In my long life thus far, I don’t think I’ve ever read a positive article on college adjunct teaching, but, in reality, it’s not all bad – else, no one would do it.

Obviously lots of people adjunct teach; some estimate there are more part-timers than full-time professors (it depends on how you look at it; number of actual people or by number of credit hours).


Some might say that adjuncts mostly do it out of desperation – they in reality want a full-time, tenure-track position, but, those being pretty rare, they figure they will bid their time as a contingent employee making $3000-5000 per course , give or take, until their talent is finally realized by a proper faculty search committee.

Others contend it’s vanity – some professional who already earns six figures takes the gig to “give back.”

But for me, over my over two decades of adjunct teaching, being an adjunct has been exactly that: An “adjunct” to the salary I earned in my day job; and I’m good at the teaching aspect, but hate other aspects of professoring: student advising, vitriolic faculty meetings (they are always vitriolic; I’d attended some and have never seen such anger and gesticulation over a misplaced comma in a proposed course description. Frankly, it’s embarrassing for all involved.)

I also don’t fully understand “research” in the academic sense. I have an MFA – a master of fine arts; a creative degree – my whole goal is to get my work seen by the masses (and to get paid for it). But most college research is about getting into obscure journals no one reads; in fact, professors often pay to be in these journals. The research usually doesn’t matter much, big picture, if you think about it; who cares about what some professor from a typical commuter college has to say anyway?
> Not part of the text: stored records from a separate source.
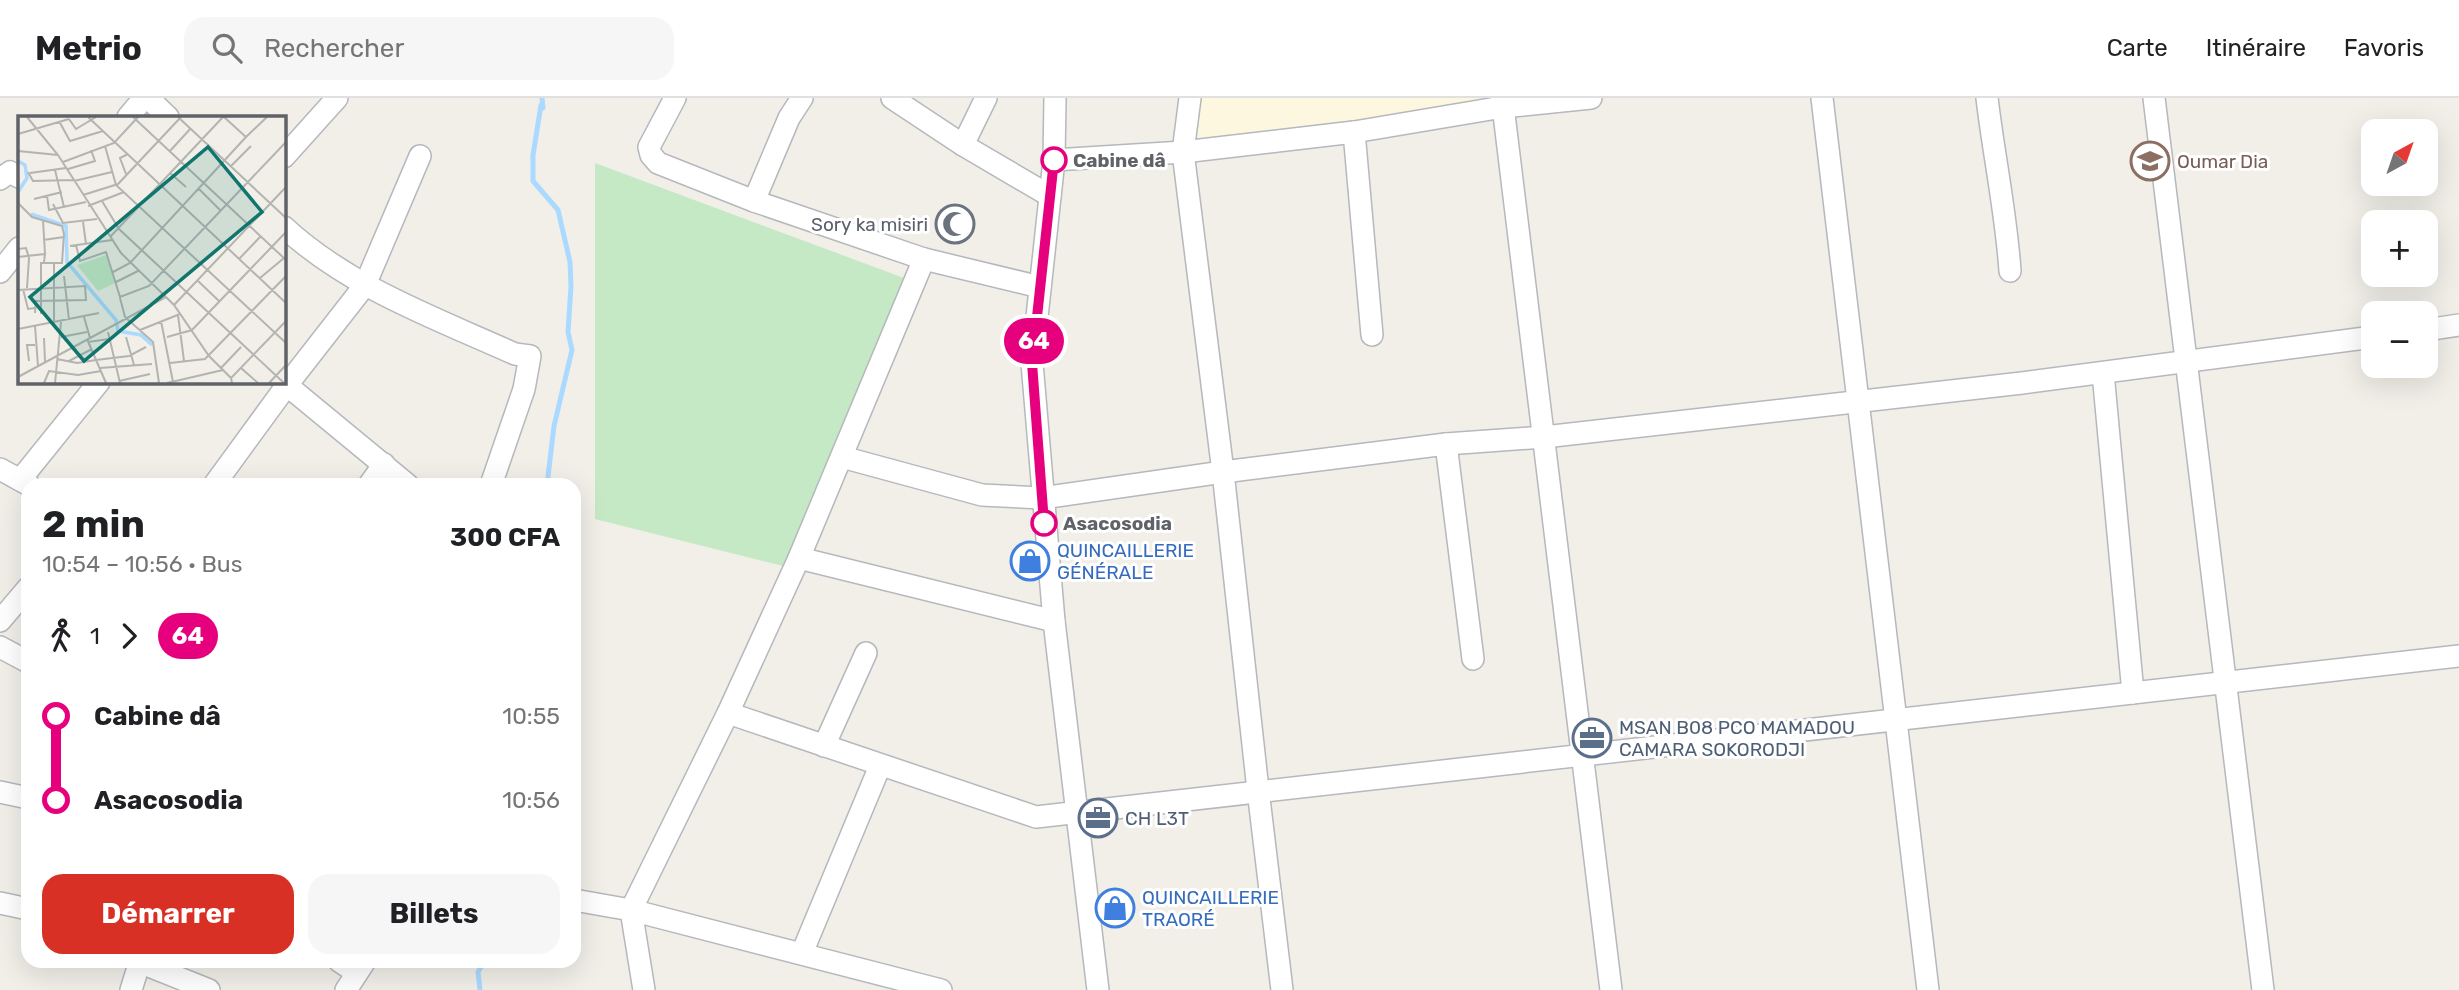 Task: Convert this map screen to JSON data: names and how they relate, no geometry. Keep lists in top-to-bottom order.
{
  "places": {
    "other": ["Cabine dâ", "Asacosodia"],
    "school or university": ["Oumar Dia"],
    "mosque": ["Sory ka misiri"],
    "shop": ["QUINCAILLERIE GÉNÉRALE", "QUINCAILLERIE TRAORÉ"],
    "office": ["MSAN B08 PCO MAMADOU CAMARA SOKORODJI", "CH L3T"]
  },
  "lines": ["bus line 64"],
  "north": "top right",
  "page": {
    "header": "Metrio",
    "search": "Rechercher",
    "nav": ["Carte", "Itinéraire", "Favoris"],
    "on_map": "64",
    "map_buttons": ["+", "−"],
    "heading": ["2 min", "10:54 – 10:56 · Bus", "300 CFA"],
    "legs": ["1", "64"],
    "list": [
      {
        "name": "Cabine dâ",
        "value": "10:55"
      },
      {
        "name": "Asacosodia",
        "value": "10:56"
      }
    ],
    "buttons": ["Démarrer", "Billets"]
  }
}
Talk about vanity.


So, while adjunct teaching pays pretty poorly and offers few if any benefits, it’s pretty straightforward. Just get in, teach, and get out. Sure, there’s prep work and grading, but, if you have a day job that already gives you benefits, teaching a couple of courses could be an “adjunct” to your ordinary salary. As well, it’s a great way to stay current in your field. If I didn’t teach journalism, for example, I’d probably not be as up-to-date in the latest trends in the field. Being an instructor nudges me to read the latest literature about the field, listen to industry podcasts. This makes me better at my day job, too. And my day job makes me a better instructor – I have real world examples from the field to tell my students. I can regularly hook them up with pertinent internships and freelance gigs to bolster their resumes. The two jobs have synergy.

And the adjunct salary is not unwelcomed. It certainly helps, especially in our Covid era where print journalism has not exactly been a windfall.

Yes, the pay should be a lot more when you compare it to what the full-timers make, even considering they advise and do research, but if you treat it as a “gig,” it pays about the same as I’d earn freelancing articles to other publications, hour by hour, and it’s good to have some variety in one’s day. Heading to a podium after having sat at a desk. When you’re “on,” the students seem to appreciate it, for the most part.

You might be wondering how to become an adjunct instructor. Most colleges require you to have an appropriate academic master’s degree, at least. If you have a professional graduate degree, you might also need work experience in the field you teach. For example, a person with a law degree probably is qualified to teach Constitutional Law and maybe even Political Science at a local commuter school.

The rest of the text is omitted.